[Collected data entries]

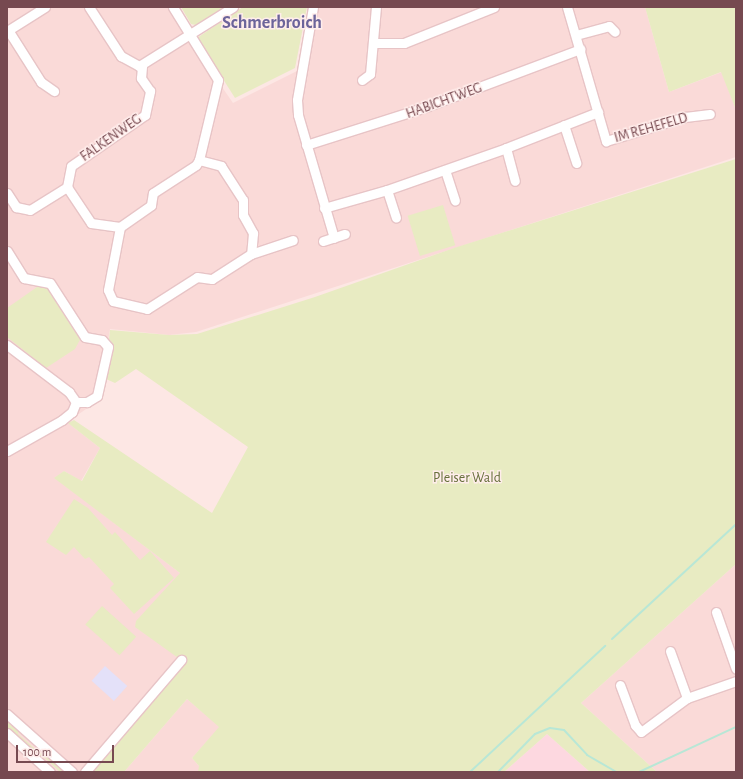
<!DOCTYPE html>
<html>
<head>
<meta charset="utf-8">
<style>
	body { margin:0 }
	#map { position:relative; width:743px; height:779px; overflow:hidden; background:#fde7e4; font-family:"Alegreya Sans",sans-serif }
	div>[style] { position:absolute }
	.residential>* { inset:0; background:#fadad8 }
	.commercial>* { inset:0; background:#fdd8e0 }
	.education>* { inset:0; background:#e4e1f9; transform-origin:0 0 }
	.green>* { inset:0; background:#e8ebc2; transform-origin:0 0 }
	.stream>* { height:2px; margin:-1px; padding:0 1px; transform-origin:1px; border-radius:1px; background:#b8e7d6 }
	.roads { filter:drop-shadow(1px 0 #e7c4c6) drop-shadow(-1px 0 #e7c4c6) drop-shadow(0 1px #e7c4c6) drop-shadow(0 -1px #e7c4c6) }
	.minor>* { height:9px; margin:-4.5px; padding:0 4.5px; transform-origin:4.5px; border-radius:4.5px; background:#fff }
	span { translate:-50% -50%; white-space:nowrap; text-align:center; line-height:1.15; -webkit-text-stroke:3px #ffedeb; paint-order:stroke }
	.street-label { font-size:14px; color:#764950 }
	.park-label { font-size:14px; color:#67703b }
	.district-label { font-size:18px; color:#6c649a; font-weight:700 }
	.frame { position:absolute; inset:0; border:8px solid #764950; pointer-events:none }
	.scale { position:absolute; left:16px; top:745px; width:98px; height:18px; box-sizing:border-box; border:2px solid #764950; border-top:0; padding-left:5px; font-size:12px; line-height:14px; white-space:nowrap; color:#764950; -webkit-text-stroke:3px #ffedeb; paint-order:stroke }
</style>
</head>
<body>
<div id="map">
	<div class="residential">
		<div style="clip-path:polygon(7px 7px,167px 7px,233px 103px,299px 70px,311px 7px,645px 7px,669px 92px,722px 72px,736px 110px,736px 157px,196px 332px,169px 335px,110px 329px,98px 401px,67px 422px,100px 448px,81px 481px,64px 471px,55px 478px,180px 573px,180px 658px,96px 772px,7px 772px)"></div>
		<div style="clip-path:polygon(736px 564px,736px 772px,657px 772px,581px 703px)"></div>
		<div style="clip-path:polygon(187px 699px,220px 727px,192px 758px,199px 766px,199px 771px,124px 772px)"></div>
	</div>
	<div class="commercial">
		<div style="clip-path:polygon(547px 734px,590px 772px,504px 772px)"></div>
	</div>
	<div class="education">
		<div style="left:105px;top:666px;width:30px;height:20px;rotate:42deg"></div>
	</div>
	<div class="green">
		<div style="clip-path:polygon(181px 7px,224px 7px,196px 25px,191px 24px)"></div>
		<div style="clip-path:polygon(243px 7px,307px 7px,295px 68px,235px 98px,197px 38px)"></div>
		<div style="clip-path:polygon(645px 7px,736px 7px,736px 110px,721px 72px,669px 92px)"></div>
		<div style="clip-path:polygon(736px 159px,736px 564px,581px 703px,657px 772px,590px 772px,547px 734px,504px 772px,198px 772px,199px 766px,192px 758px,219px 727px,187px 699px,124px 772px,85px 772px,181px 660px,135px 627px,136px 621px,180px 573px,54px 478px,64px 471px,82px 481px,100px 448px,68px 423px,74px 420px,212px 513px,248px 447px,136px 369px,115px 383px,106px 379px,113px 344px,109px 339px,110px 330px,169px 335px,197px 334px,315px 297px,454px 248px)"></div>
		<div style="left:443px;top:205px;width:42px;height:37px;rotate:73deg"></div>
		<div style="clip-path:polygon(40px 285px,48px 287px,81px 338px,75px 349px,46px 368px,7px 337px,7px 308px)"></div>
		<div style="clip-path:polygon(74px 499px,88px 508px,112px 535px,115px 532px,140px 560px,150px 551px,174px 578px,134px 614px,110px 588px,114px 584px,89px 557px,85px 559px,74px 547px,66px 555px,46px 542px)"></div>
		<div style="left:102px;top:606px;width:46px;height:25px;rotate:42deg"></div>
		<div style="clip-path:polygon(7px 718px,19px 727px,18px 734px,40px 753px,47px 753px,69px 772px,60px 772px,45px 758px,39px 760px,7px 729px)"></div>
	</div>
	<div class="stream">
		<div style="left:612px;top:639px;width:169px;rotate:-42.8deg"></div>
		<div style="left:470px;top:772px;width:185px;rotate:-43deg"></div>
		<div style="left:498px;top:772px;width:53px;rotate:-45.8deg"></div>
		<div style="left:535px;top:734px;width:16px;rotate:-22deg"></div>
		<div style="left:550px;top:728px;width:14px;rotate:8deg"></div>
		<div style="left:564px;top:730px;width:34px;rotate:47deg"></div>
		<div style="left:587px;top:755px;width:34px;rotate:30deg"></div>
		<div style="left:639px;top:772px;width:107px;rotate:-24.9deg"></div>
	</div>
	<div class="roads">
		<div class="minor">
			<div style="left:89px;top:7px;width:59px;rotate:56.9deg"></div>
			<div style="left:121px;top:56px;width:21px;rotate:29deg"></div>
			<div style="left:139px;top:66px;width:111px;rotate:-32.1deg"></div>
			<div style="left:313px;top:7px;width:94px;rotate:99.8deg"></div>
			<div style="left:297px;top:100px;width:15px;rotate:86deg"></div>
			<div style="left:298px;top:115px;width:128px;rotate:73.7deg"></div>
			<div style="left:567px;top:7px;width:140px;rotate:73.8deg"></div>
			<div style="left:606px;top:141px;width:83px;rotate:-16.9deg"></div>
			<div style="left:685px;top:117px;width:25px;rotate:-7deg"></div>
			<div style="left:8px;top:30px;width:62px;rotate:57.6deg"></div>
			<div style="left:41px;top:82px;width:16px;rotate:35deg"></div>
			<div style="left:7px;top:31px;width:45px;rotate:-32.3deg"></div>
			<div style="left:576px;top:35px;width:34px;rotate:-15deg"></div>
			<div style="left:609px;top:26px;width:8px;rotate:45deg"></div>
			<div style="left:374px;top:43px;width:30px"></div>
			<div style="left:404px;top:43px;width:97px;rotate:-21.8deg"></div>
			<div style="left:362px;top:80px;width:10px;rotate:-37deg"></div>
			<div style="left:370px;top:74px;width:67px;rotate:-84.9deg"></div>
			<div style="left:564px;top:125px;width:40px;rotate:72deg"></div>
			<div style="left:306px;top:145px;width:126px;rotate:-17.6deg"></div>
			<div style="left:426px;top:107px;width:165px;rotate:-20.6deg"></div>
			<div style="left:506px;top:148px;width:34px;rotate:75deg"></div>
			<div style="left:199px;top:160px;width:23px;rotate:15deg"></div>
			<div style="left:221px;top:166px;width:40px;rotate:57.1deg"></div>
			<div style="left:243px;top:200px;width:15px;rotate:90deg"></div>
			<div style="left:243px;top:215px;width:21px;rotate:61deg"></div>
			<div style="left:253px;top:233px;width:21px;rotate:95deg"></div>
			<div style="left:445px;top:170px;width:32px;rotate:72deg"></div>
			<div style="left:67px;top:187px;width:43px;rotate:56.3deg"></div>
			<div style="left:91px;top:223px;width:29px;rotate:8deg"></div>
			<div style="left:120px;top:227px;width:38px;rotate:-35deg"></div>
			<div style="left:151px;top:205px;width:12px;rotate:-81deg"></div>
			<div style="left:153px;top:193px;width:51px;rotate:-33.1deg"></div>
			<div style="left:196px;top:165px;width:6px;rotate:-59deg"></div>
			<div style="left:199px;top:160px;width:82px;rotate:-76.6deg"></div>
			<div style="left:218px;top:80px;width:86px;rotate:-121.7deg"></div>
			<div style="left:387px;top:190px;width:29px;rotate:72deg"></div>
			<div style="left:7px;top:193px;width:17px;rotate:57deg"></div>
			<div style="left:16px;top:207px;width:14px;rotate:12deg"></div>
			<div style="left:30px;top:210px;width:44px;rotate:-31.9deg"></div>
			<div style="left:67px;top:187px;width:21px;rotate:-79deg"></div>
			<div style="left:71px;top:166px;width:90px;rotate:-34.6deg"></div>
			<div style="left:145px;top:115px;width:25px;rotate:-78deg"></div>
			<div style="left:150px;top:91px;width:16px;rotate:-125deg"></div>
			<div style="left:141px;top:78px;width:12px;rotate:-85deg"></div>
			<div style="left:324px;top:208px;width:66px;rotate:-15.9deg"></div>
			<div style="left:387px;top:190px;width:126px;rotate:-19.4deg"></div>
			<div style="left:506px;top:148px;width:99px;rotate:-21.4deg"></div>
			<div style="left:120px;top:227px;width:64px;rotate:100.8deg"></div>
			<div style="left:108px;top:290px;width:12px;rotate:66deg"></div>
			<div style="left:113px;top:301px;width:35px;rotate:13deg"></div>
			<div style="left:147px;top:309px;width:59px;rotate:-32.6deg"></div>
			<div style="left:197px;top:277px;width:15px;rotate:8deg"></div>
			<div style="left:212px;top:279px;width:46px;rotate:-32.7deg"></div>
			<div style="left:251px;top:254px;width:44px;rotate:-18.4deg"></div>
			<div style="left:323px;top:241px;width:23px;rotate:-18deg"></div>
			<div style="left:7px;top:251px;width:32px;rotate:58deg"></div>
			<div style="left:24px;top:278px;width:26px;rotate:11deg"></div>
			<div style="left:50px;top:283px;width:64px;rotate:57.1deg"></div>
			<div style="left:85px;top:337px;width:17px;rotate:10deg"></div>
			<div style="left:102px;top:340px;width:9px;rotate:49deg"></div>
			<div style="left:108px;top:347px;width:50px;rotate:102.7deg"></div>
			<div style="left:97px;top:396px;width:12px;rotate:149deg"></div>
			<div style="left:87px;top:402px;width:11px;rotate:180deg"></div>
			<div style="left:7px;top:345px;width:78px;rotate:37.2deg"></div>
			<div style="left:69px;top:392px;width:12px;rotate:55deg"></div>
			<div style="left:7px;top:451px;width:63px;rotate:-29.4deg"></div>
			<div style="left:62px;top:420px;width:13px;rotate:-39deg"></div>
			<div style="left:72px;top:412px;width:11px;rotate:-68deg"></div>
			<div style="left:716px;top:612px;width:60px;rotate:70.7deg"></div>
			<div style="left:670px;top:651px;width:50px;rotate:70.1deg"></div>
			<div style="left:620px;top:685px;width:43px;rotate:69.4deg"></div>
			<div style="left:635px;top:725px;width:9px;rotate:49deg"></div>
			<div style="left:641px;top:732px;width:57px;rotate:-36.5deg"></div>
			<div style="left:687px;top:698px;width:52px;rotate:-19.1deg"></div>
			<div style="left:7px;top:714px;width:87px;rotate:41.7deg"></div>
			<div style="left:7px;top:733px;width:58px;rotate:42.2deg"></div>
			<div style="left:85px;top:772px;width:148px;rotate:-49.4deg"></div>
		</div>
	</div>
	<div class="street-label">
		<span style="left:444px;top:101px;rotate:-20deg">HABICHTWEG</span>
		<span style="left:651px;top:128px;rotate:-16deg">IM REHEFELD</span>
		<span style="left:111px;top:138px;rotate:-35deg">FALKENWEG</span>
	</div>
	<div class="park-label">
		<span style="left:467px;top:478px">Pleiser Wald</span>
	</div>
	<div class="district-label">
		<span style="left:272px;top:23px">Schmerbroich</span>
	</div>
	<div class="frame"></div>
	<div class="scale">100 m</div>
</div>
</body>
</html>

== Exercise ==
If the word "stream" is on a line above, return that line.

== Solution ==
	.stream>* { height:2px; margin:-1px; padding:0 1px; transform-origin:1px; border-radius:1px; background:#b8e7d6 }
	<div class="stream">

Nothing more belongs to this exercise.